Work request: What you return should be the complete listing, unchanged, with no pictures in it.

Supplied records:
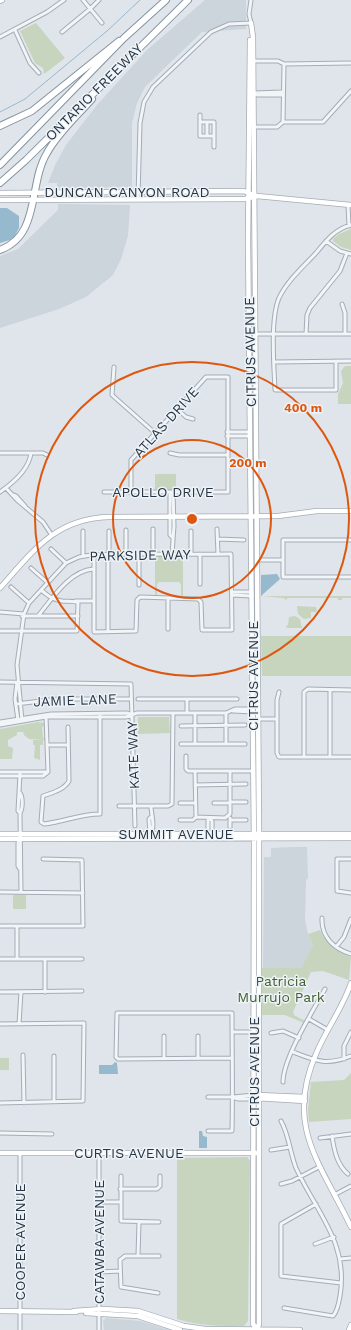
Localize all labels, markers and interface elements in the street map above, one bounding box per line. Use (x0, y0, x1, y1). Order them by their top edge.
street label: ONTARIO FREEWAY (42, 40, 146, 144)
street label: DUNCAN CANYON ROAD (44, 184, 210, 200)
street label: CITRUS AVENUE (241, 297, 259, 407)
street label: ATLAS DRIVE (130, 383, 202, 461)
text: 400 m (284, 401, 322, 415)
text: 200 m (229, 456, 267, 470)
street label: APOLLO DRIVE (112, 484, 214, 500)
centre of rings (185, 512, 199, 526)
street label: PARKSIDE WAY (89, 546, 191, 564)
street label: CITRUS AVENUE (245, 621, 261, 731)
street label: JAMIE LANE (33, 691, 117, 709)
street label: KATE WAY (124, 721, 142, 789)
street label: SUMMIT AVENUE (119, 826, 233, 842)
park label: Patricia Murrujo Park (237, 973, 325, 1005)
street label: CITRUS AVENUE (246, 1017, 262, 1127)
street label: CURTIS AVENUE (74, 1145, 184, 1161)
street label: CATAWBA AVENUE (91, 1180, 107, 1304)
street label: COOPER AVENUE (12, 1183, 28, 1301)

Written solution:
Localize all labels, markers and interface elements in the street map above, one bounding box per line. Use (x0, y0, x1, y1). Order them by their top edge.
street label: ONTARIO FREEWAY (42, 40, 146, 144)
street label: DUNCAN CANYON ROAD (44, 184, 210, 200)
street label: CITRUS AVENUE (241, 297, 259, 407)
street label: ATLAS DRIVE (130, 383, 202, 461)
text: 400 m (284, 401, 322, 415)
text: 200 m (229, 456, 267, 470)
street label: APOLLO DRIVE (112, 484, 214, 500)
centre of rings (185, 512, 199, 526)
street label: PARKSIDE WAY (89, 546, 191, 564)
street label: CITRUS AVENUE (245, 621, 261, 731)
street label: JAMIE LANE (33, 691, 117, 709)
street label: KATE WAY (124, 721, 142, 789)
street label: SUMMIT AVENUE (119, 826, 233, 842)
park label: Patricia Murrujo Park (237, 973, 325, 1005)
street label: CITRUS AVENUE (246, 1017, 262, 1127)
street label: CURTIS AVENUE (74, 1145, 184, 1161)
street label: CATAWBA AVENUE (91, 1180, 107, 1304)
street label: COOPER AVENUE (12, 1183, 28, 1301)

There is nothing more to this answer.